The primary aim of VLS is to compare mortality at 18 months among ART-naïve patients initiating ART and receiving care at facilities with access to routine VL testing, compared to those initiating first regimens and receiving the current standard of care (i.e., discretionary VL testing). The secondary objectives are (1) to compare select indicators of clinical disease progression in the two comparison groups (e.g., CD4+ lymphocyte response, incident opportunistic infections, and weight loss); (2) to assess the impact of more rapid ART regimen switching on available second and third-line treatment options; (3) to monitor the effectiveness of newer antiretroviral medications (principally TDF/FTC); (4) to characterize the timing and sequence of HIV drug resistance development among patients in each arm; and (5) to assess the feasibility, acceptability, and cost effectiveness of the two management strategies in a resource-constrained sub-Saharan African setting.

A cluster-randomized design was selected as most appropriate from a logistical perspective to facilitate VL sample collection and reporting of results, and from an ethical perspective to minimize the perception among control arm participants that he/she was receiving ‘less’ treatment. The VLS was designed as a “pragmatic” trial in which the intervention to be tested is overlaid on the background of usual clinical practice, with a minimum of study-related practice constraints, liberal inclusion, and few exclusion criteria.

Location and Personnel

The severity and challenges of the HIV epidemic in Zambia are typical of many sub-Saharan Africa countries. Fifteen percent of adults (15–49 years old) are estimated to be HIV-infected [16] and 64% of the population of 11.7 million live on less than 1.25 US dollars per day. [17] The Zambian national program for HIV care and treatment was implemented in Lusaka's public health sector in April 2004 and has expanded rapidly across the country. By May 2009, 198,000 patients were enrolled in HIV care at 67 sites, and 127,000 had started ART. Clinical care in the Zambian national ART program has been previously described. [1], [18] Briefly, HIV-infected patients undergo a history and physical examination, WHO disease staging, and a CD4+ lymphocyte count at enrollment.

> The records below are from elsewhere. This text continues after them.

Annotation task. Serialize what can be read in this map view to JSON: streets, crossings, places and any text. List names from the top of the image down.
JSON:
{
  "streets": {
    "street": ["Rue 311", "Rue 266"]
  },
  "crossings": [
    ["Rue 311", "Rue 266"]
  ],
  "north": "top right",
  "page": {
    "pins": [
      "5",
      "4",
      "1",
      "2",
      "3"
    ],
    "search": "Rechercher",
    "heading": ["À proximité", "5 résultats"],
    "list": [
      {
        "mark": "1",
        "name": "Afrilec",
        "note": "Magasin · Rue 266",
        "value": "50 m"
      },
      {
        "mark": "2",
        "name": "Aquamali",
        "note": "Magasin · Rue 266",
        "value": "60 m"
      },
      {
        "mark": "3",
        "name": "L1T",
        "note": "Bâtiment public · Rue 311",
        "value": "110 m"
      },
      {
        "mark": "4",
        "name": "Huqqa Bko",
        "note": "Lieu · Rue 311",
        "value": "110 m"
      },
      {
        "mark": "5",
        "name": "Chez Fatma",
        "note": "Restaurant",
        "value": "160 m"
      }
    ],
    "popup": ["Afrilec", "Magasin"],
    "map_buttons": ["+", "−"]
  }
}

Patients with WHO stage 4 disease; a CD4+ lymphocyte count <200 cells/mm3; or WHO stage 3 disease and a CD4+ lymphocyte count <350 mm3 are eligible to initiate ART. We have previously described the Zambian national guidelines for determining clinical and immunologic treatment failure (see also figure 1). [19] Plasma HIV-1 RNA measurements, where available, are used sparingly to adjudicate uncertain presentations.

When VLS began enrollment in December 2006, the first-line ART regimen was a non-nucleoside reverse transcriptase inhibitor (NNRTI), either efavirenz (EFV) or nevirapine (NVP), in combination with two nucleoside reverse transcriptase inhibitors (NRTIs): lamivudine (3TC) with either zidovudine (ZDV) or stavudine (d4T). In July 2007, the NRTI combination of tenofovir (TDF) and emtricitabine (FTC) or 3TC was introduced as first line therapy. Patients on treatment prior to July 2007 remained on the original regimen, except in cases of treatment failure or toxicity.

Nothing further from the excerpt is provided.